--- EXERCISE REQUIREMENTS ---
Using the listing below, show all lines that hold the word "Chêne".

--- DATASET EXCERPTS ---

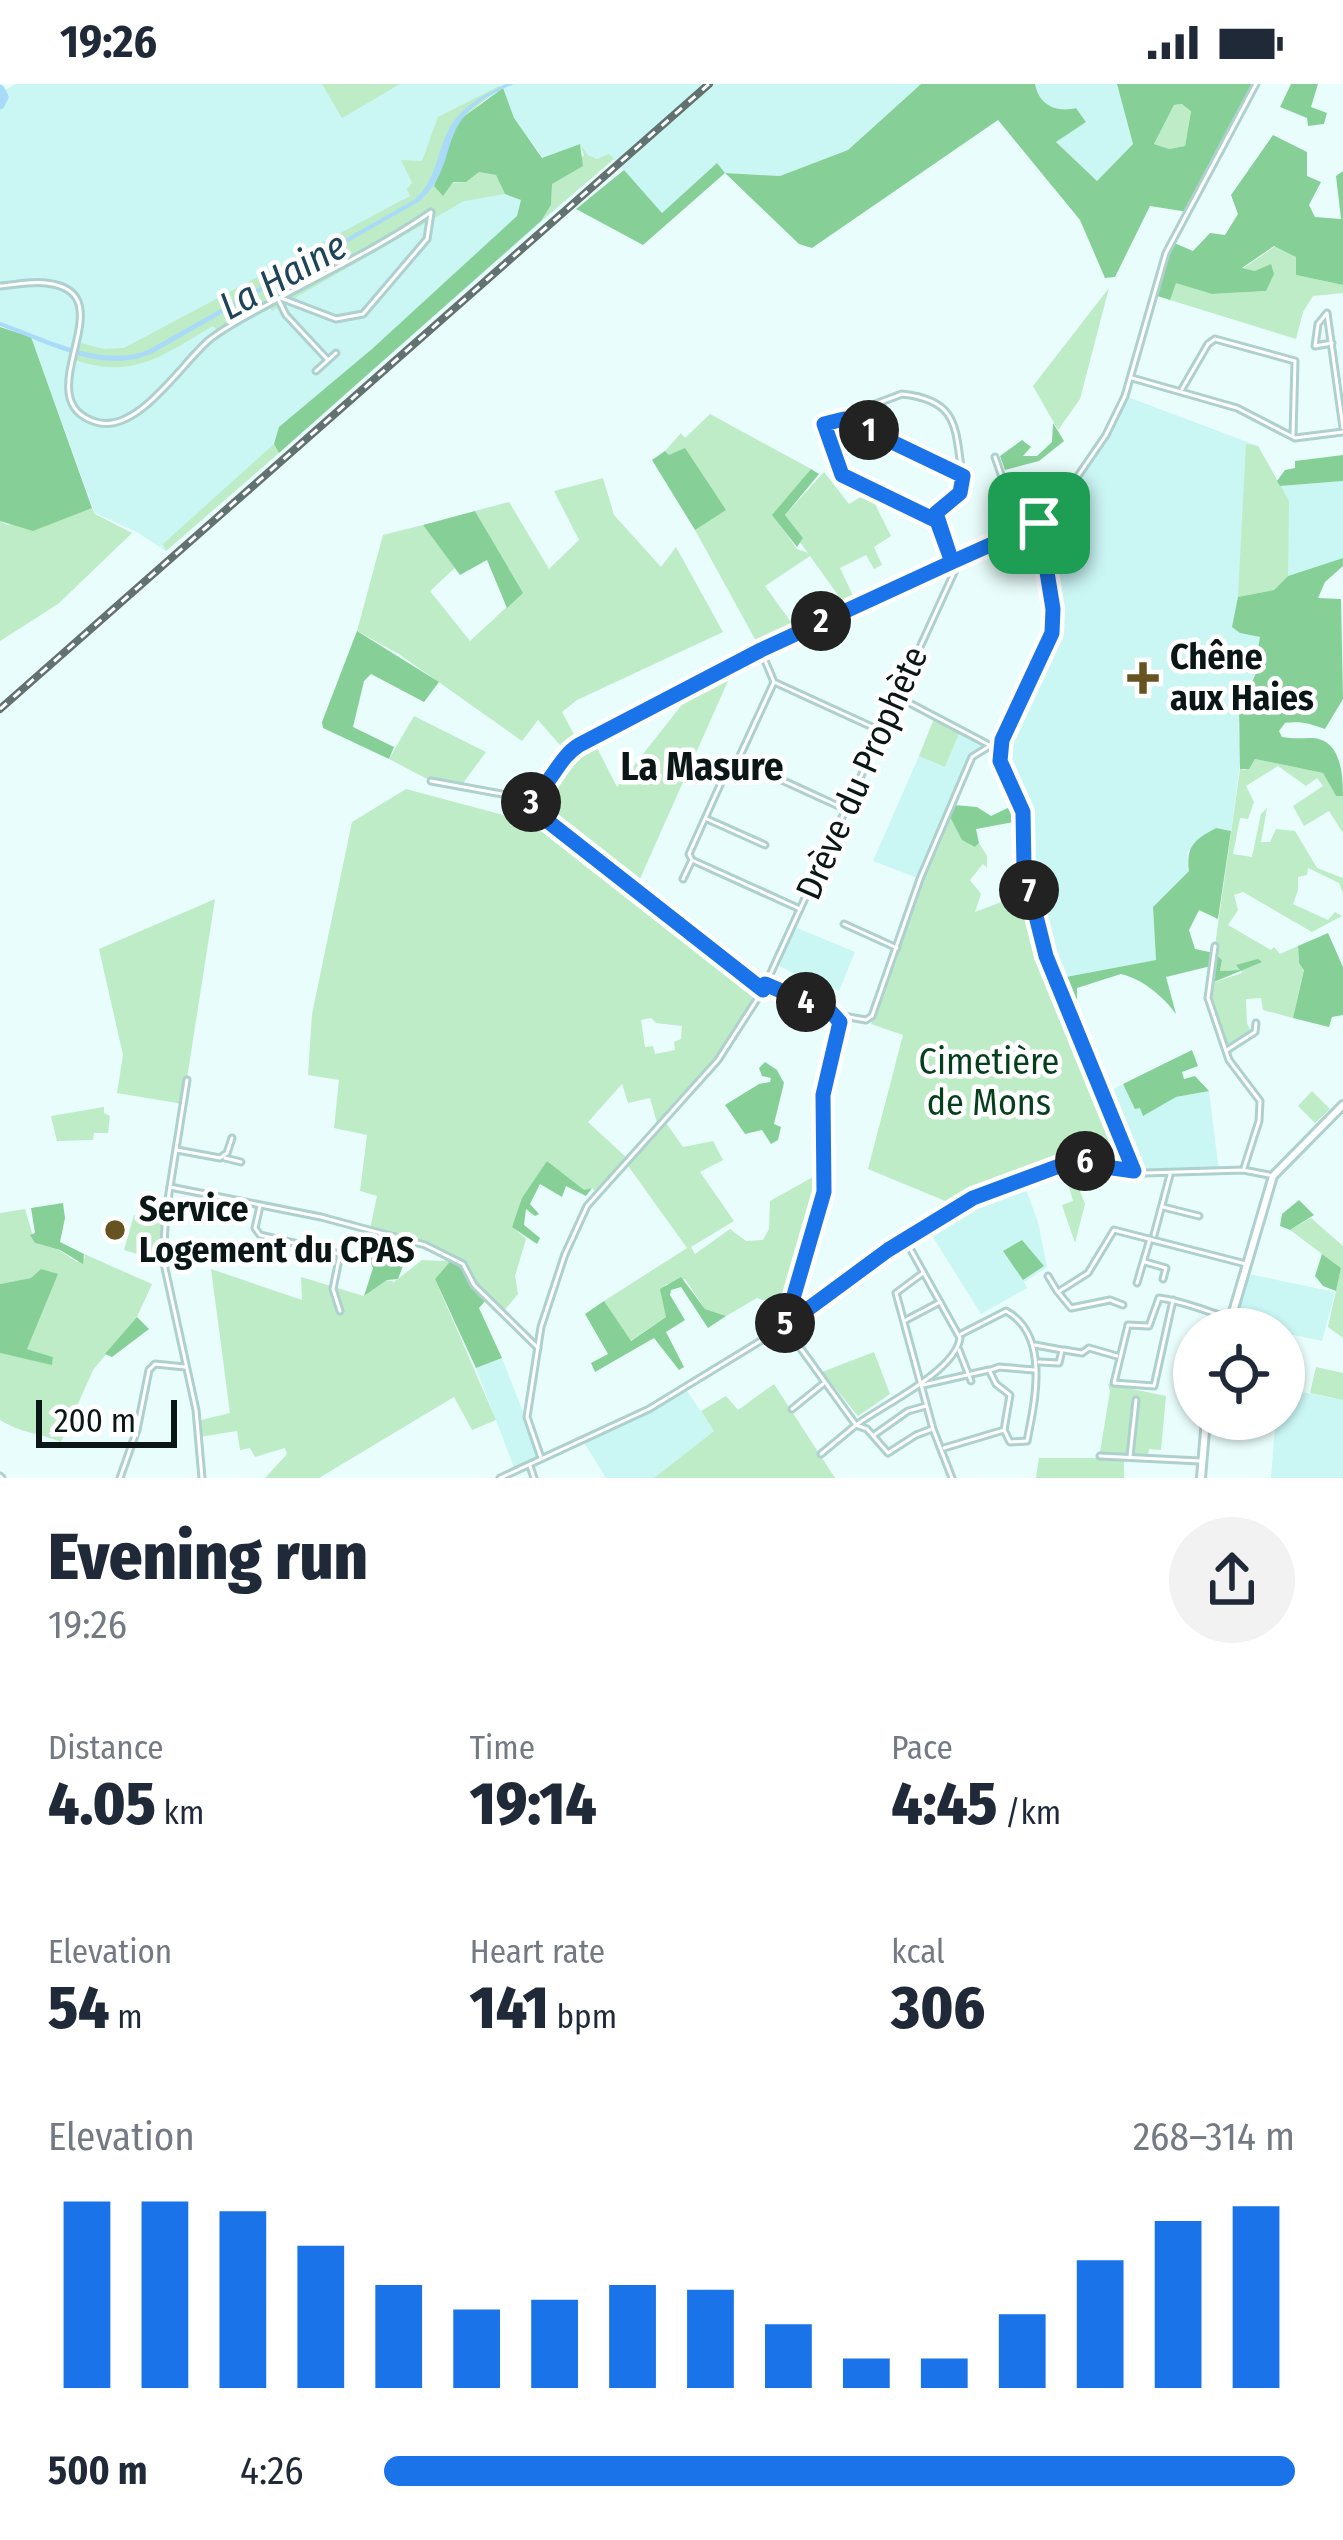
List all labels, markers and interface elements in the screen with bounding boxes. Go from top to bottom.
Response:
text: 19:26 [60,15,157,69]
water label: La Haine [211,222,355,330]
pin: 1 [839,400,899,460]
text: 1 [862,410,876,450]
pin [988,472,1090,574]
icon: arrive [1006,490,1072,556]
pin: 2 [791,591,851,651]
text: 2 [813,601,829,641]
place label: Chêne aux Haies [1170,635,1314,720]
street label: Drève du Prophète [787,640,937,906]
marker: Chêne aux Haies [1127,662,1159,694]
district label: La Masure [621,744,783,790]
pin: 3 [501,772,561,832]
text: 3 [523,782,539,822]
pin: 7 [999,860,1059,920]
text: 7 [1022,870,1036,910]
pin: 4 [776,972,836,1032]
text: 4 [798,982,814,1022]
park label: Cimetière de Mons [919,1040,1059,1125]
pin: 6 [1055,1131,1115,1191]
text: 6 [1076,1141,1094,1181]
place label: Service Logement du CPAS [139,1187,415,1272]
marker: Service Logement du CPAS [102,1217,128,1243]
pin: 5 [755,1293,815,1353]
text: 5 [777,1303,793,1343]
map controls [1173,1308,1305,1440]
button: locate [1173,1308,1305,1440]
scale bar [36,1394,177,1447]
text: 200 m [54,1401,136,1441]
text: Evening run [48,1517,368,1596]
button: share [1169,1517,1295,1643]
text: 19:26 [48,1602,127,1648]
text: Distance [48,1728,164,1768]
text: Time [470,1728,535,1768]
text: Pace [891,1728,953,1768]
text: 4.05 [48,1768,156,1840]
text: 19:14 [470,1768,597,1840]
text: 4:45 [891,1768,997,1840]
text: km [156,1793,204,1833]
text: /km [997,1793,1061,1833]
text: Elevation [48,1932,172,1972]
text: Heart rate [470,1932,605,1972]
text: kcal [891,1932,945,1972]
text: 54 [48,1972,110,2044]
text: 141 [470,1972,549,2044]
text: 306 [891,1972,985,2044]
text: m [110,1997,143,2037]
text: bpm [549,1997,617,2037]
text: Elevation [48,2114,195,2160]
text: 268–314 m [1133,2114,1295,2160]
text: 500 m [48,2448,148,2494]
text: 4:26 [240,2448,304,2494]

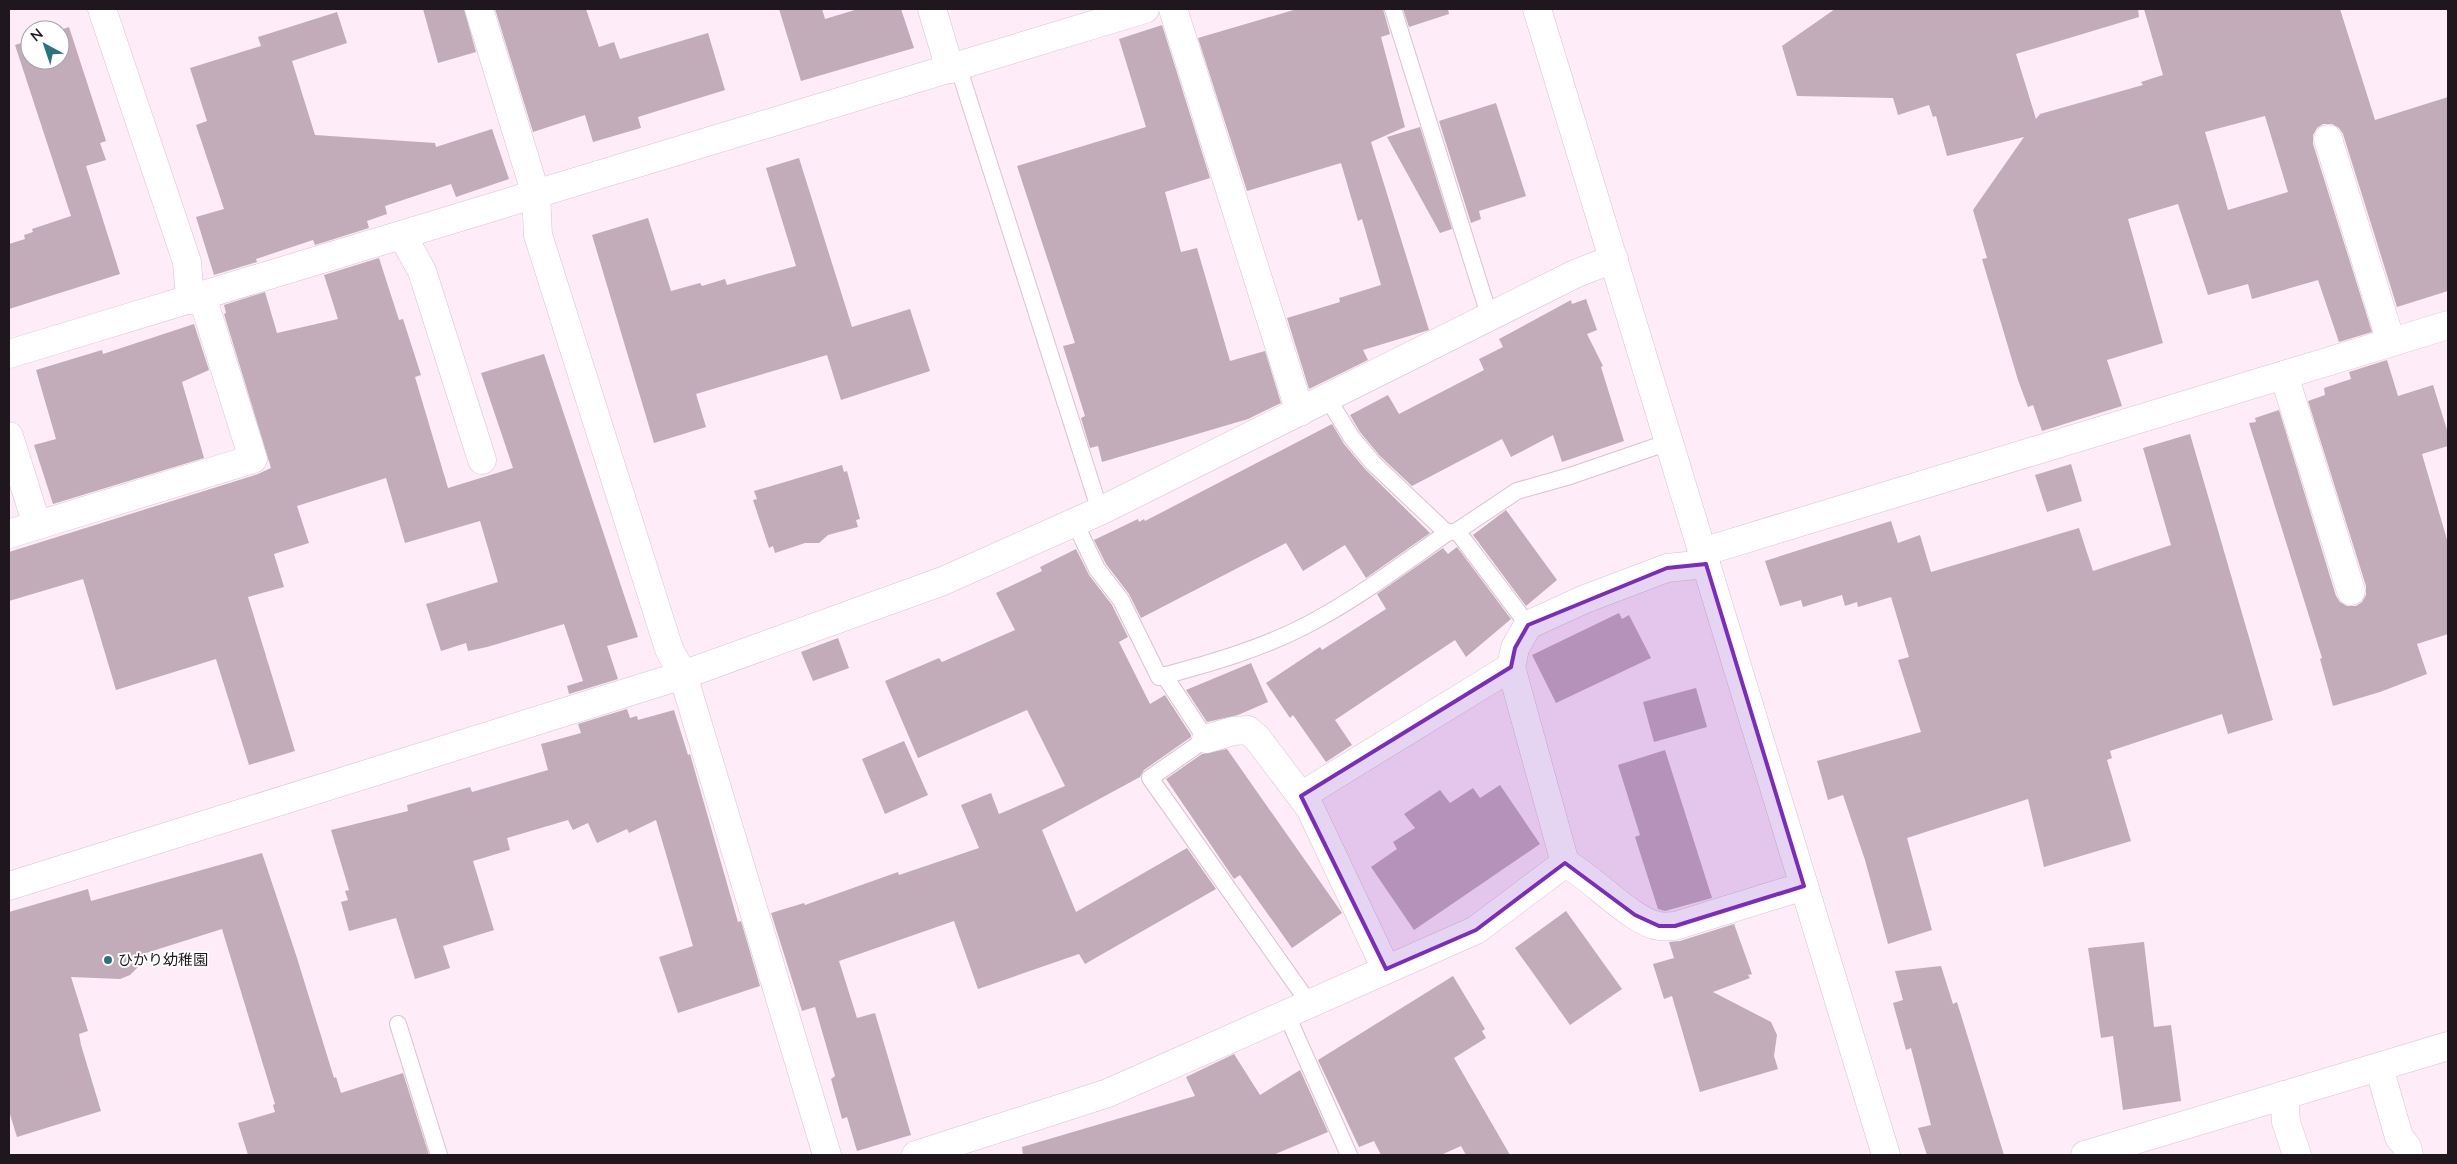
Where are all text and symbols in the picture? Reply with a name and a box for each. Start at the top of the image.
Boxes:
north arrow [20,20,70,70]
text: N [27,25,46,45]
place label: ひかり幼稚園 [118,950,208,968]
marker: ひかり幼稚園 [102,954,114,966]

--- PROBLEM SOLUTION ---
place label: Chêne aux Haies [1170,635,1314,720]
marker: Chêne aux Haies [1127,662,1159,694]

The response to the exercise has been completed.